* What the exercise asks
Restate the opening lines of the material below word for word, stopping after the line that contains "For a GIS import: Read".

┄┄┄┄┄┄┄┄┄┄

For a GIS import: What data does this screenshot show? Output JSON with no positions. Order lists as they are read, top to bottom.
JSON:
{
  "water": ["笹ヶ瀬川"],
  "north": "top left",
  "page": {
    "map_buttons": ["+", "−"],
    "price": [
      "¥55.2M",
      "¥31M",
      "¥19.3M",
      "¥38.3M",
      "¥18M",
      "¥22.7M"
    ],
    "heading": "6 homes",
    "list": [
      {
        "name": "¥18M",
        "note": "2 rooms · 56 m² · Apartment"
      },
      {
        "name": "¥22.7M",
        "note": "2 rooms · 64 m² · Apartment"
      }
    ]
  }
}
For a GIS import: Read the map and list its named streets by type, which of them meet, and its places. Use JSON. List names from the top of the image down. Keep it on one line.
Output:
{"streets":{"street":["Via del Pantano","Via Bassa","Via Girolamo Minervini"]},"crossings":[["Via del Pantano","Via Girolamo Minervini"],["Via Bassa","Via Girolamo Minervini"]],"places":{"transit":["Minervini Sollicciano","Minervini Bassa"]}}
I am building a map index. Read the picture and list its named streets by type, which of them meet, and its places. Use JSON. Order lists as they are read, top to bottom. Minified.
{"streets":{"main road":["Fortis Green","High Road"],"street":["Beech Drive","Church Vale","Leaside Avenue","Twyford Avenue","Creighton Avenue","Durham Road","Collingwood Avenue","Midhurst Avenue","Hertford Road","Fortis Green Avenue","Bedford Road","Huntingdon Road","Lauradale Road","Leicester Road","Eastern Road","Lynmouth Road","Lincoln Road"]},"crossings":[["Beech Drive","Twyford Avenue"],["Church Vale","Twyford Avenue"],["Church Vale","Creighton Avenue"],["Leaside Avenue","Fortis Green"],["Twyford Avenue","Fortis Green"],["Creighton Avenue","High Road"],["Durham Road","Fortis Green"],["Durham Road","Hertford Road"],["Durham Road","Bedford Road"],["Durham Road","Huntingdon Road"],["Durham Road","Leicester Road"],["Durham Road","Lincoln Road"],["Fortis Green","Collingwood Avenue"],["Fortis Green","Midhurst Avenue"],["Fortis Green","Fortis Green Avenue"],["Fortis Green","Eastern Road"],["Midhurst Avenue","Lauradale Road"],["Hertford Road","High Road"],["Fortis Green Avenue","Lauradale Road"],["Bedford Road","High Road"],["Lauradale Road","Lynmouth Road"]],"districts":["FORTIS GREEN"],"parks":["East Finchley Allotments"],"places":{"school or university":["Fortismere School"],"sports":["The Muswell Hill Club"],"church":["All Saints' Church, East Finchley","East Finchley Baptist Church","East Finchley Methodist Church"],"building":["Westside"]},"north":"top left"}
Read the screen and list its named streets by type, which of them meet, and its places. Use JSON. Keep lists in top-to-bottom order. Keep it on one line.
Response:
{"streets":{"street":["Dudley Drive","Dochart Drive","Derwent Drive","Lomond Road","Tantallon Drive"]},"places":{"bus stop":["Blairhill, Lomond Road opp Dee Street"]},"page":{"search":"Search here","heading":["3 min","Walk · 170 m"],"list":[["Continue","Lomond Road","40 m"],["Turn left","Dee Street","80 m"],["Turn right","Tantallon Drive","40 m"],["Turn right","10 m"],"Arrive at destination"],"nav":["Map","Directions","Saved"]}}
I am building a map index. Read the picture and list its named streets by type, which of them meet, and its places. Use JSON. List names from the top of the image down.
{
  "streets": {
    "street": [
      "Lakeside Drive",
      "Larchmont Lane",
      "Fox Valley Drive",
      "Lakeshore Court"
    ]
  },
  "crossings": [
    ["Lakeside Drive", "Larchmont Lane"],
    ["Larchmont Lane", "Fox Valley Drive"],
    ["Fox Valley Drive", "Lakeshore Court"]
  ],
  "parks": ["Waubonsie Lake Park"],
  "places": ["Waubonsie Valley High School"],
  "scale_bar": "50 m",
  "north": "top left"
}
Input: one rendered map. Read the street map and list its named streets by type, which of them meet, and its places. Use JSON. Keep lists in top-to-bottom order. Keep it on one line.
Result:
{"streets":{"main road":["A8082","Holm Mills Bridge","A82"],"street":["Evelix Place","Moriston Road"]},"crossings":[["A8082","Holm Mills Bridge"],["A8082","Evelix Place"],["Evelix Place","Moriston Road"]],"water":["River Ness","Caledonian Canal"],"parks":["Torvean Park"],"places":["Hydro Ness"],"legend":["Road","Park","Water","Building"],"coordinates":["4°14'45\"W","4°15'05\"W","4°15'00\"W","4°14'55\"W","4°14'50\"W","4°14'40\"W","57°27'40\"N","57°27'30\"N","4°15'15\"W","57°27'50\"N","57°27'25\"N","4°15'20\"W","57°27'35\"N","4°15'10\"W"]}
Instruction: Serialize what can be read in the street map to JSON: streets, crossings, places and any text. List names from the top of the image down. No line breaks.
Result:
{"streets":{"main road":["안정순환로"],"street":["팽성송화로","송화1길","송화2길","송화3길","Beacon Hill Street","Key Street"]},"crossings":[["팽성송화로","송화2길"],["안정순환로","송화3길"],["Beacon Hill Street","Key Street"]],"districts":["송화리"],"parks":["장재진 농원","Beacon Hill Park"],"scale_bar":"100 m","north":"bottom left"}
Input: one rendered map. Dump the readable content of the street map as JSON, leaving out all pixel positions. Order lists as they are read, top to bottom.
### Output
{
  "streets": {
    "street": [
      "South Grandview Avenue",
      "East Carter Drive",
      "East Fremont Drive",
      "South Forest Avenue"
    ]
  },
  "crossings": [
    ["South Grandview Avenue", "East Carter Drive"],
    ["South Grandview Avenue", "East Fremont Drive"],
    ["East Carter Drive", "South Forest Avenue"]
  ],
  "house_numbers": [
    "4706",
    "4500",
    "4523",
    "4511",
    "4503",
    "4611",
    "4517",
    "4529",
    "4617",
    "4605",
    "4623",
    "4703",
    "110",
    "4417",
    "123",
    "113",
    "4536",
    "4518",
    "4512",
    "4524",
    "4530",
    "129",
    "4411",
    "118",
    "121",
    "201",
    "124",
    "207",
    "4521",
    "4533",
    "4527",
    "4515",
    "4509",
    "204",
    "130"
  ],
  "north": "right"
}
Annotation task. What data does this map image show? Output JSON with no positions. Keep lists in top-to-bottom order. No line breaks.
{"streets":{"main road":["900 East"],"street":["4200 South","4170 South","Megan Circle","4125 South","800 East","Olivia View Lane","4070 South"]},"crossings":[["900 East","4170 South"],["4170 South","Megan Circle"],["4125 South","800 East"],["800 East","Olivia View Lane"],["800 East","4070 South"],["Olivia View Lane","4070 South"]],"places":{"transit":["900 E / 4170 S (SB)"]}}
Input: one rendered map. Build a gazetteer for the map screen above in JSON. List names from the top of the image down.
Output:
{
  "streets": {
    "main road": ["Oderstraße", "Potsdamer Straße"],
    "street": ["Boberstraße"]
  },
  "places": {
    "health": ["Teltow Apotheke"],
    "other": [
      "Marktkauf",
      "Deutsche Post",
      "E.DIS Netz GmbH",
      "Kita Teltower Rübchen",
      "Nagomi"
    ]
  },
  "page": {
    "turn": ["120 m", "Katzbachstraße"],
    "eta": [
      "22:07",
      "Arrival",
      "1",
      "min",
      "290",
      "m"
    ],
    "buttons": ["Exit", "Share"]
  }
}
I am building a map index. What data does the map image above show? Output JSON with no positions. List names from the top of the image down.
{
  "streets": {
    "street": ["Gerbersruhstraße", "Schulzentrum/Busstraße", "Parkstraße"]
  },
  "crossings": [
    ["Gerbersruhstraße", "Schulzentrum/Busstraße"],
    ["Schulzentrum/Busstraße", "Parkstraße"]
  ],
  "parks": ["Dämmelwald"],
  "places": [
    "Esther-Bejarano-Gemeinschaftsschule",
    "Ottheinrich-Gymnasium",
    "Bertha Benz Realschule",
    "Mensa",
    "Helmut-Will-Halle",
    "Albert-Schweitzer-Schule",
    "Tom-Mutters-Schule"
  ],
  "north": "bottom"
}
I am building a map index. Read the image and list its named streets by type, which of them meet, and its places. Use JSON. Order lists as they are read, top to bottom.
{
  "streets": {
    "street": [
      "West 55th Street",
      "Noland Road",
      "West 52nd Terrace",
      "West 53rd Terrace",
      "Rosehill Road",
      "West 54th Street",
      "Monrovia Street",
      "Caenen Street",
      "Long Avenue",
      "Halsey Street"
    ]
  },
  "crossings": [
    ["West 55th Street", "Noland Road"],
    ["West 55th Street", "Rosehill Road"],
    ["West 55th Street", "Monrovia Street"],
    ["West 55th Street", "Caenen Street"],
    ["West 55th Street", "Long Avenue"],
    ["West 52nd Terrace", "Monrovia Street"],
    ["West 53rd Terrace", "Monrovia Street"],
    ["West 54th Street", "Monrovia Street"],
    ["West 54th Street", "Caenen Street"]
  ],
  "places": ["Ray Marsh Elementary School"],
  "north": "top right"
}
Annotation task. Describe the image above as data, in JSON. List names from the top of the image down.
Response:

┄┄┄┄┄┄┄┄┄┄

* Final answer
For a GIS import: What data does this screenshot show? Output JSON with no positions. Order lists as they are read, top to bottom.
JSON:
{
  "water": ["笹ヶ瀬川"],
  "north": "top left",
  "page": {
    "map_buttons": ["+", "−"],
    "price": [
      "¥55.2M",
      "¥31M",
      "¥19.3M",
      "¥38.3M",
      "¥18M",
      "¥22.7M"
    ],
    "heading": "6 homes",
    "list": [
      {
        "name": "¥18M",
        "note": "2 rooms · 56 m² · Apartment"
      },
      {
        "name": "¥22.7M",
        "note": "2 rooms · 64 m² · Apartment"
      }
    ]
  }
}
For a GIS import: Read the map and list its named streets by type, which of them meet, and its places. Use JSON. List names from the top of the image down. Keep it on one line.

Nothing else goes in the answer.